## WHAT NEEDS TO BE DONE:
Look through the entries for the string "list" and copy every line where it shows up.

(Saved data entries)
.....
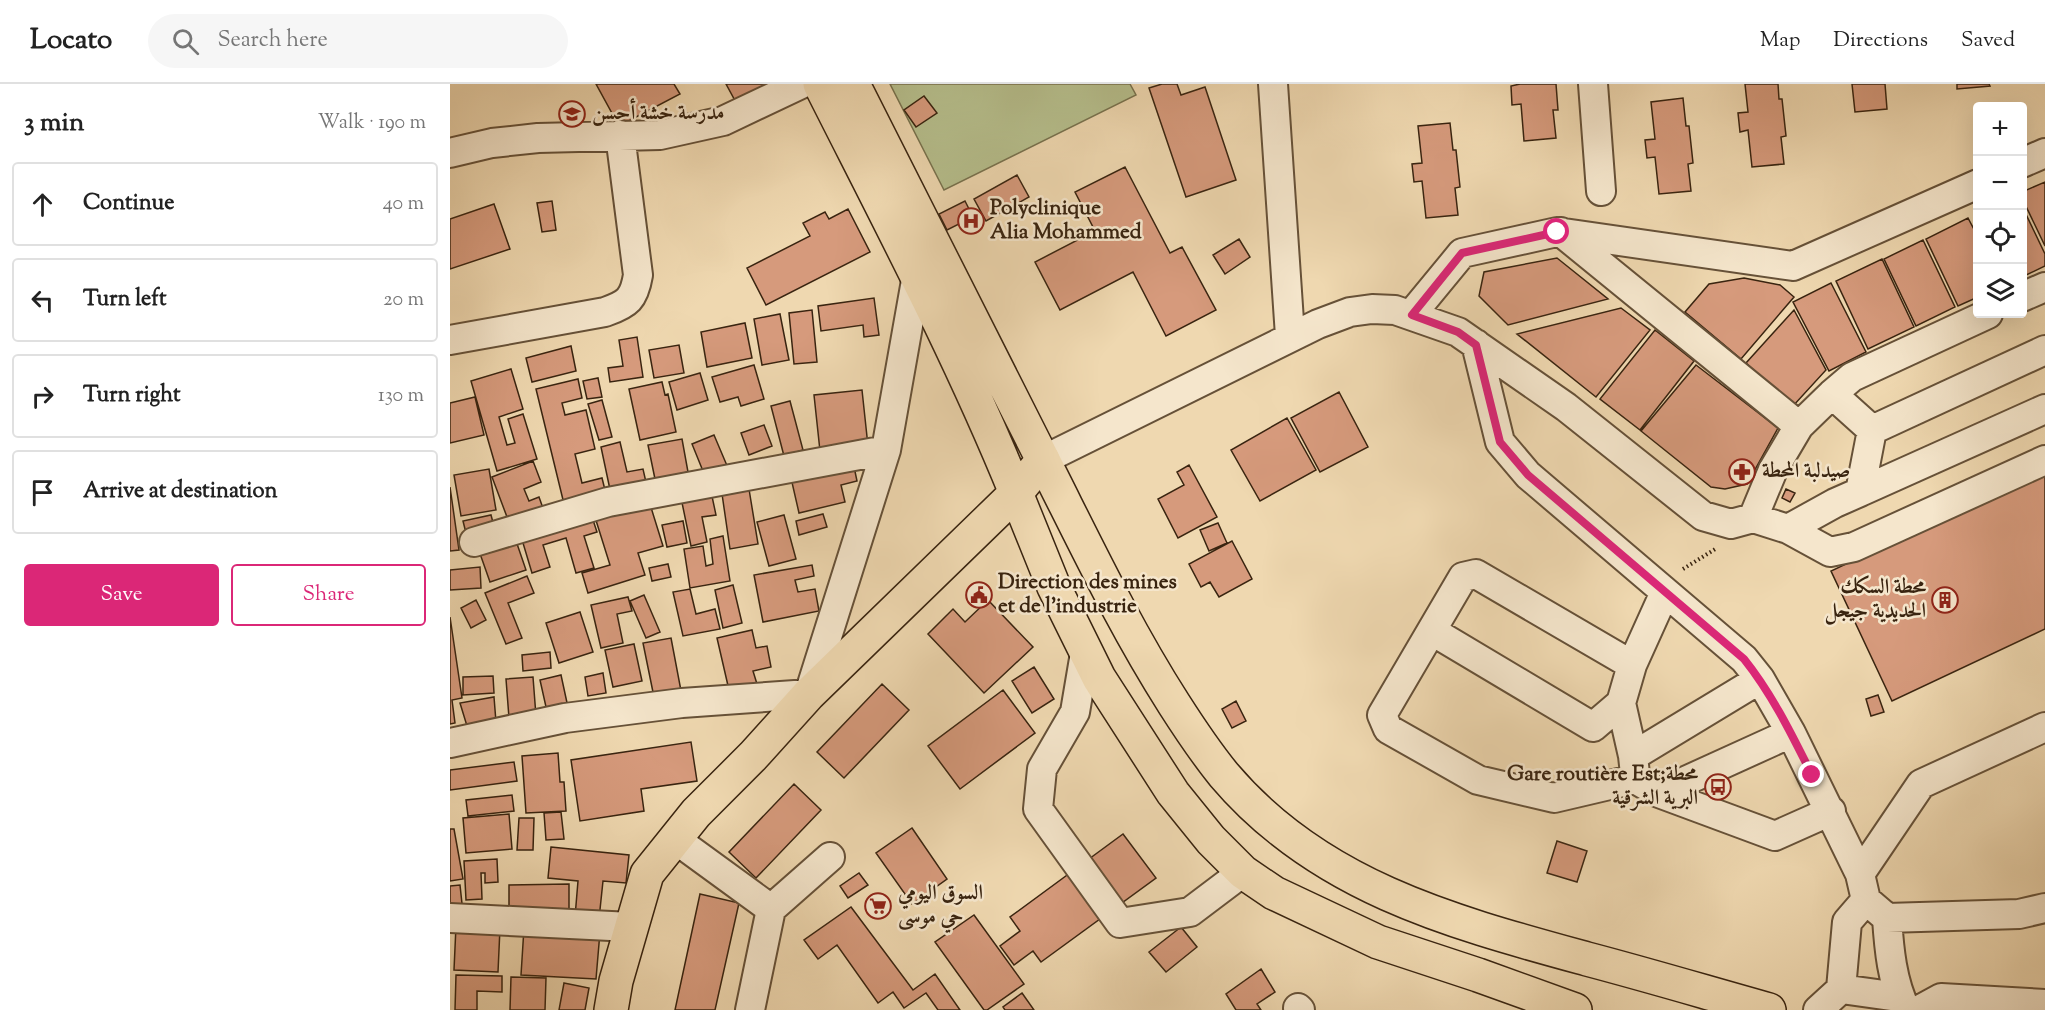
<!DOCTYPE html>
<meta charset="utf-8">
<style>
body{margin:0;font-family:"Sorts Mill Goudy",Amiri,serif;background:#f6f6f6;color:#222}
.controls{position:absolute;right:18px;top:18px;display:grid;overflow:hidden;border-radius:6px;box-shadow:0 6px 24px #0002}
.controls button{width:54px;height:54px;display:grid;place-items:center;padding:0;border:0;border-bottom:2px solid #e0e0e0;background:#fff;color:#222;font:30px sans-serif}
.stop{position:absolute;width:18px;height:18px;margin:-14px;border:4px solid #db2777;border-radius:50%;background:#fff}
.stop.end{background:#db2777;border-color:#fff;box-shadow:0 2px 6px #0008}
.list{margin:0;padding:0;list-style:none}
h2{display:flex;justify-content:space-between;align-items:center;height:78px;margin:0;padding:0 24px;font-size:26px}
h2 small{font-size:20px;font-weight:400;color:#767676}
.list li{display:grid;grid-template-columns:39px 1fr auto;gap:18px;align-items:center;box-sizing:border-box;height:84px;margin:0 12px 12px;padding:0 12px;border:2px solid #e0e0e0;border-radius:6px}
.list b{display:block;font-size:22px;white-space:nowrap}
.list em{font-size:20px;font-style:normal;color:#767676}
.actions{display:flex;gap:12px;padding:18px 24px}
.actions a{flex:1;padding:14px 0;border:2px solid #db2777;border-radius:6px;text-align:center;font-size:21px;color:#db2777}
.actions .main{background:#db2777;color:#fff}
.icon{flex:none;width:33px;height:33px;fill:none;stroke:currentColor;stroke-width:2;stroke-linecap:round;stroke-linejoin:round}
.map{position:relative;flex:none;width:1595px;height:926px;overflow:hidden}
header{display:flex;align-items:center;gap:36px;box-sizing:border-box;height:84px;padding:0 30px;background:#fff;border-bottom:2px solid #e0e0e0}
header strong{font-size:28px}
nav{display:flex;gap:33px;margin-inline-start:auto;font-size:21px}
.search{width:420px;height:54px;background:#f6f6f6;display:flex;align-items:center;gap:15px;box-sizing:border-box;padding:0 21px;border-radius:33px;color:#767676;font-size:22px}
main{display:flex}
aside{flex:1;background:#fff}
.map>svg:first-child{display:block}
.green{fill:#b6bf8d;stroke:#78724e;stroke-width:1.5}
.building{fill:#d69a7c;stroke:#392410;stroke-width:1.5}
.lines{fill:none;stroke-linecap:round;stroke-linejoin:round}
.minor-casing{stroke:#665138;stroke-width:32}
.major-casing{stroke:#392410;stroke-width:36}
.highway-casing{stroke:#392410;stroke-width:36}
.path{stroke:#392410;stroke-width:4;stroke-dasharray:1.5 3;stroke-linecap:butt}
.minor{stroke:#f5e6cc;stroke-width:28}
.major{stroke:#efd8b0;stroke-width:33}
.highway{stroke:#efd8b0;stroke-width:33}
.route{stroke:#db2777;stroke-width:8}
.labels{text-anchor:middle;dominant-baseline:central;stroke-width:5;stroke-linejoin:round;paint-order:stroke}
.poi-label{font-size:21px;font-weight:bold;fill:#392410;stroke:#f5e6cc;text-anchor:start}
</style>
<header>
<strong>Locato</strong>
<div class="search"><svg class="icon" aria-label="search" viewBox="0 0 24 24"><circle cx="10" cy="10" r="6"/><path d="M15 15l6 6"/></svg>Search here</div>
<nav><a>Map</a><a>Directions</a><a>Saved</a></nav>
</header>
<main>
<aside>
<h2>3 min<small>Walk · 190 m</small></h2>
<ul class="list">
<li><svg class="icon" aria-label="ahead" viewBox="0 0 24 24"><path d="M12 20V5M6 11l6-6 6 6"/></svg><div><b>Continue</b></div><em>40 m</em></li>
<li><svg class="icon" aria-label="left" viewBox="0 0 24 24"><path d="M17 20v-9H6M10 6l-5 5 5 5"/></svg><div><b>Turn left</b></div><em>20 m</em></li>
<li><svg class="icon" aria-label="right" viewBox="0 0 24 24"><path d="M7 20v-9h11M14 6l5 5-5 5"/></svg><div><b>Turn right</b></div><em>130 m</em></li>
<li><svg class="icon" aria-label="arrive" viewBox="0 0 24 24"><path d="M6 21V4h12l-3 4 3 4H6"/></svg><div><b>Arrive at destination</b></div></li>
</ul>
<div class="actions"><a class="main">Save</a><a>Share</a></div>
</aside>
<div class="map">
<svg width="1595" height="926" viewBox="0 0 1595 926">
<rect width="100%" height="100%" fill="#efd8b0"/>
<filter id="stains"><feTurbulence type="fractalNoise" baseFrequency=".00333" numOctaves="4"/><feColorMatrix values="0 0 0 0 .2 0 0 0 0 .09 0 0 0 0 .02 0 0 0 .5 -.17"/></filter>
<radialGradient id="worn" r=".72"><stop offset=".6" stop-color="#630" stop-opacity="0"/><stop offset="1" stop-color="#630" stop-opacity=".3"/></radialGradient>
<path class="green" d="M440,0H680L686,11L494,106Z"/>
<path class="building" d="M146,0H224L230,10L169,42Z
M276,0H321L289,24Z
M712,0H727L731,11L755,3L786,96L736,113L699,4Z
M1070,0H1106L1108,26H1103L1106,54L1074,57L1071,20L1062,21L1061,2Z
M1295,0H1328L1329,15H1332L1336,52L1331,53L1334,80L1302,83L1298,46L1290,48L1288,29L1298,28Z
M1402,0H1435L1437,25L1405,28Z
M1507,0H1539L1540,2L1507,5Z
M474,12L487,29L466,43L454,26Z
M1233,14L1236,42H1239L1243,79L1238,80L1241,107L1209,110L1205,73L1197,74L1195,56L1205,55L1201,18Z
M1000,39L1003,66H1006L1010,103L1005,104L1008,131L976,134L972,97L964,98L962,80L972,79L968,42Z
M675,83L720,169L732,163L766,226L716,252L683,188L610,226L585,178L645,147L625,108Z
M567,91L579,113L536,137L524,115Z
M1595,98V162L1572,114V108Z
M102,117L106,146L92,148L87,119Z
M515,117L523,133L497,146L489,130Z
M44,120L60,165L0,185V135Z
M1572,122L1595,170V182L1572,193Z
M398,125L420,168L316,221L297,184L360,152L353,139L375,128L379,135Z
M1518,134L1528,153V213L1508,222L1476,155Z
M789,155L800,173L775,190L763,171Z
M1473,156L1505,223L1466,242L1434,175Z
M1107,174L1158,215L1058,241L1029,212L1034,188Z
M1432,175L1464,243L1418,265L1386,197Z
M1294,194L1330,201L1344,213L1291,275L1235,228L1259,200Z
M1381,199L1416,268L1379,287L1343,218Z
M424,214L429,251L414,253L413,241L371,247L368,222Z
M1171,224L1200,246L1146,313L1067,250Z
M362,226L367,278L344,280L339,229Z
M1344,226L1376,286L1343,322L1296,279Z
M330,230L339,276L312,281L304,235Z
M295,239L302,274L257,283L251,248Z
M1205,246L1244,277L1190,346L1150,315Z
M187,253L193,293L160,298L158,284L173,282L169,256Z
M229,261L234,289L204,294L199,266Z
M121,262L126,287L82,298L76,274Z
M304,281L314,315L291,322L288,313L270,318L262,293Z
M1246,281L1328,344L1297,400L1275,405L1261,403L1191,347Z
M61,285L73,325L49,333L57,361L65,359L58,335L73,330L87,375L47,387L21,297Z
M250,289L258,316L227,326L219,298Z
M148,294L152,313L137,315L133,297Z
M128,295L132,314L112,319L115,331L136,326L145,365L125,370L132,399L152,394L157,414L115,424L86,305Z
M212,298L215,311L218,310L226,348L190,356L179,305Z
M412,306L418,362L370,367L364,311Z
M889,308L918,363L870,388L841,334Z
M25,313L34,351L0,359V319Z
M152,316L162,353L149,356L138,320Z
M340,317L353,366L334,372L321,322Z
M837,334L866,386L810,417L781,366Z
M314,341L322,362L299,371L291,349Z
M264,351L278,384L255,392L242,360Z
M232,355L238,388L205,395L198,361Z
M170,358L177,388L193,385L198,407L162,415L151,363Z
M83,377L91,398L74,405L79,417L89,413L94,427L60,441L42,393Z
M403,378L407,397L391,401L395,418L349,429L341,394Z
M739,381L767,433L728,454L708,415L734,401L727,388Z
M39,385L46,426L11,432L4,391Z
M1595,386V545L1442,617L1381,487Z
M298,399L308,460L280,465L271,403Z
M0,403L9,466L0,467Z
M260,403L266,431L252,433L257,458L241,462L230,409Z
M1336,405L1345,409L1340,418L1332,414Z
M199,417L213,462L188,469L195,491L138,509L132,489L160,481L144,430Z
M140,427L147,448L134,452L144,484L126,489L116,454L93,461L100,483L82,489L70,449Z
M373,430L377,443L349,451L346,437Z
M41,431L45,446L17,453L13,437Z
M334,431L346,475L319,482L307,438Z
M233,437L237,459L217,463L212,441Z
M768,439L777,459L759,467L750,446Z
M64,451L76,486L40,498L28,464Z
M273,452L280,497L240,504L234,465L253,462L256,482L263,480L260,455Z
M782,457L802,495L769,513L760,498L751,503L739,480Z
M218,480L221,493L202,497L199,484Z
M362,481L364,492L345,496L348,508L365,505L369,527L313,538L304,491Z
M30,483L31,504L0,506V486Z
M77,492L84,509L58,519L72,554L56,560L35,509Z
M283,501L292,539L273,544L265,506Z
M240,505L246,530L265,525L270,545L233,552L223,508Z
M194,511L210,548L196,554L180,517Z
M178,513L182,527L167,530L173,559L151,564L141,521Z
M26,516L36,536L21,544L11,524Z
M538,516L583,563L534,609L478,550L503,525L515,538Z
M130,528L143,568L109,579L96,539Z
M0,533L12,614L2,616L5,639L0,640Z
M302,546L306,564L317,562L321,583L303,587L307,600L279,606L267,554Z
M221,554L232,612L205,618L193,559Z
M184,560L192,597L163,603L155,566Z
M100,568L101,584L73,587L72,571Z
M584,583L604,615L582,629L562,597Z
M153,589L156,609L138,612L135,593Z
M111,591L119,628L98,632L90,596Z
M43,592L44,609L13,611V593Z
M83,593L86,632L59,634L56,595Z
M432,600L459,626L394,694L367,668Z
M553,606L585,649L510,705L478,662Z
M1428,611L1434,628L1421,632L1416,615Z
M44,613L46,638L17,642L10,619Z
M786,617L796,637L782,644L772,625Z
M241,658L247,697L191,705L194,727L130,737L121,676Z
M108,669L110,698H114L116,727L76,729L72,672Z
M64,678L67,697L0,706V686Z
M344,700L371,726L306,794L279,768Z
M62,711L64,727L18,732L16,716Z
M111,728L114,755L96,756L94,729Z
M59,730L62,765L16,769L13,734Z
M69,734H84L83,766H67Z
M462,744L497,795L462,820L426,769Z
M0,745H4L13,795L0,797Z
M673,750L706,794L591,878L583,867L564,881L550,862L570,847L560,833Z
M1107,757L1137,767L1127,798L1097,789Z
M101,763L179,771L176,799L153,797L149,835L125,833L128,797L98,794Z
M47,775L48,798L35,799V789H31L32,815L16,816L14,777Z
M409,789L418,801L398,814L390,802Z
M119,800V836H59V801Z
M10,801L13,829L0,830V802Z
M250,810L289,819L265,926H225Z
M401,823L463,906L485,890L510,926H488L476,909L454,924L443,908L428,919L387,861L368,875L354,856Z
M524,831L574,900L537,926H534L485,858Z
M6,842L50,844L48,888L4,886Z
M731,843L747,863L716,888L699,868Z
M74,844L150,848L146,895L71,891Z
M811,885L825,908L807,920L811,926H786L776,910Z
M6,891L52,892V908L27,907V926H5Z
M61,893L96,894L95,926H60Z
M114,899L139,904L135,926H109Z
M572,909L584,926H555L553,923Z"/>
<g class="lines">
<g class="minor-casing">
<path id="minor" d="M823,0L840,252
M1143,0L1151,107
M0,69L42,59L88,54L210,51L273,37L351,0
M1572,79L1595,69
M1111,148L1349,342
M1572,213L1595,203
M961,231L1012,169L1107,148L1343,182L1528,100
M0,256L155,228C178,220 184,215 188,191L170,51
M1026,260L1050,358L1078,391L1294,575L1310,595L1341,649L1209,709L1185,695L1104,714L1028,696L938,645L932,631L1013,493L1026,490L1182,581
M1422,346L1595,266
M593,376L868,240L900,228L922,225L945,226L1008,248L1116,323L1253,432L1281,440L1303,434L1338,445L1380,468L1404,463L1595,376
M1410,408L1595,325
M1303,434L1323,386L1349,342L1382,310L1402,293L1538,230
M1338,445L1385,419L1410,408L1422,346L1382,310
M24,458L158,418L436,366
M982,547L1143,643L1171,619L1182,581L1215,508
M635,569L625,628L592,685L588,725L670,839L740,828L793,788
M1171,619L1183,672L1185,690
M1341,649L1410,790L1416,816L1437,834L1569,830L1595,824
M0,659L115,634L232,619L359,610L436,366L467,191
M1183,672L1310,595
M1209,709L1325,752L1381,727
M225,755L321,825
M1410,790L1471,700L1595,643
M0,834L181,843
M1437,834C1439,865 1442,898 1456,926
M1391,905L1449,913
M848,924L850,926
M300,926L321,825L380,773
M1368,926L1391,905L1397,838L1416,816
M1469,926L1491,914L1595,920"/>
</g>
<g class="major-casing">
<path id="major" d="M370,0C438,135 509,269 566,409
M161,926L166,897L197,790L246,729L303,672L359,610L566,409L593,376L403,0"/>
</g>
<g class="highway-casing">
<path id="highway" d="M593,376C635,459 674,542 724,620C740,645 756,669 774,691C869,803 1002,838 1137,875C1198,891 1258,909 1319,926
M566,409L604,503L649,594L723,709L761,756L793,788L824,809L928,858L1028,891L1125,926"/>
</g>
<path class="path" d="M1233,485L1267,464"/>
<use href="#minor" class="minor"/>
<use href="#major" class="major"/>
<use href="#highway" class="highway"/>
</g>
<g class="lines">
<path class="route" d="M1107,148L1012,169L962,231L1008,248L1026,261L1050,358L1078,391L1294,575C1322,610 1342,651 1362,691"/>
</g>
<defs>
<g id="school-ring" transform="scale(1.35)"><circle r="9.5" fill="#f5e6cc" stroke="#8f2418" stroke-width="1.5"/><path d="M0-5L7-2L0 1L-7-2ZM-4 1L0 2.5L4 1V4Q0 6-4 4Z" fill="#8f2418"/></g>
<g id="hospital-ring" transform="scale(1.35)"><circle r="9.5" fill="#f5e6cc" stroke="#8f2418" stroke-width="1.5"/><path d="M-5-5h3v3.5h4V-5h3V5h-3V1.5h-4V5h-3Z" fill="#8f2418"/></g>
<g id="pharmacy-ring" transform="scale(1.35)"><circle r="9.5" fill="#f5e6cc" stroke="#8f2418" stroke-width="1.5"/><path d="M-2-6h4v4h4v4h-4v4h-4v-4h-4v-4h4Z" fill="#8f2418"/></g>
<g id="civic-ring" transform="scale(1.35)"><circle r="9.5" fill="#f5e6cc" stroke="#8f2418" stroke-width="1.5"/><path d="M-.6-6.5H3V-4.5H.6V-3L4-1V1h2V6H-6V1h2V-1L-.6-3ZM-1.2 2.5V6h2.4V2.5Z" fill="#8f2418"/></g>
<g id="building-ring" transform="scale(1.35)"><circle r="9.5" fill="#f5e6cc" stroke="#8f2418" stroke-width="1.5"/><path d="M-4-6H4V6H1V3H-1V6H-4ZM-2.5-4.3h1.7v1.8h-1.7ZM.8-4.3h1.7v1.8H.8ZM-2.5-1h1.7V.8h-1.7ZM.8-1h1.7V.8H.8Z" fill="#8f2418"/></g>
<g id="bus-ring" transform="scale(1.35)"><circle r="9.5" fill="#f5e6cc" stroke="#8f2418" stroke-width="1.5"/><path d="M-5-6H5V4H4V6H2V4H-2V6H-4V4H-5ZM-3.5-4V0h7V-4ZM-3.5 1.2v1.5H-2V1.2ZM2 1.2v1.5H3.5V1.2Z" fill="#8f2418"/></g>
<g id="supermarket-ring" transform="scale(1.35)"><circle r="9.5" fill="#f5e6cc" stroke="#8f2418" stroke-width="1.5"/><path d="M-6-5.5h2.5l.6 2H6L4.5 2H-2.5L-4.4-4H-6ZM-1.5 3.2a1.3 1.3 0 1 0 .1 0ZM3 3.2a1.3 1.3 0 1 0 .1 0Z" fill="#8f2418"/></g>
</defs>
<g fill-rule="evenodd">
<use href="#school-ring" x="122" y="30"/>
<use href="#hospital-ring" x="521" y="137"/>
<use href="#pharmacy-ring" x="1292" y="388"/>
<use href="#civic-ring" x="529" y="511"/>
<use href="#building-ring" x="1495" y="516"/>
<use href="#bus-ring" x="1268" y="703"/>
<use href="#supermarket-ring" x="428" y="822"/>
</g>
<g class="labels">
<g class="poi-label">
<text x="142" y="30">مدرسة خشة أحسن</text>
<text x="540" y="125">Polyclinique<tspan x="540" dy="24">Alia Mohammed</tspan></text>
<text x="1312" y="388">صيدلبة المحطة</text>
<text x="548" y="499">Direction des mines<tspan x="548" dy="24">et de l'industrie</tspan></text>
<text x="1476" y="504" text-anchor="end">محطة السكك<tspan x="1476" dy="24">الحديدية جيجل</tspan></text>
<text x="1248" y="691" text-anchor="end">Gare routière Est;محطة<tspan x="1248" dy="24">البرية الشرقية</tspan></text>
<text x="448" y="810">السوق اليومي<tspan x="448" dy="24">حي موسى</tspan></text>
</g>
</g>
<rect width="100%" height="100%" filter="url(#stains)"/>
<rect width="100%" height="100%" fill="url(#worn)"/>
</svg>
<div class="controls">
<button>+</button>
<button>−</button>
<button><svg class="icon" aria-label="locate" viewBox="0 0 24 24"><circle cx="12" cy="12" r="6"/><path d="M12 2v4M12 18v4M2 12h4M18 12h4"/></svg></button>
<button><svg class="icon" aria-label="layers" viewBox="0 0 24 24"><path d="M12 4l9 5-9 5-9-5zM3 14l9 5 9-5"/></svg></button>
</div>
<div class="stop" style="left:1107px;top:148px"></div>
<div class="stop end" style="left:1362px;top:691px"></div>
</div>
</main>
.....
## YOUR SOLUTION:
.list{margin:0;padding:0;list-style:none}
.list li{display:grid;grid-template-columns:39px 1fr auto;gap:18px;align-items:center;box-sizing:border-box;height:84px;margin:0 12px 12px;padding:0 12px;border:2px solid #e0e0e0;border-radius:6px}
.list b{display:block;font-size:22px;white-space:nowrap}
.list em{font-size:20px;font-style:normal;color:#767676}
<ul class="list">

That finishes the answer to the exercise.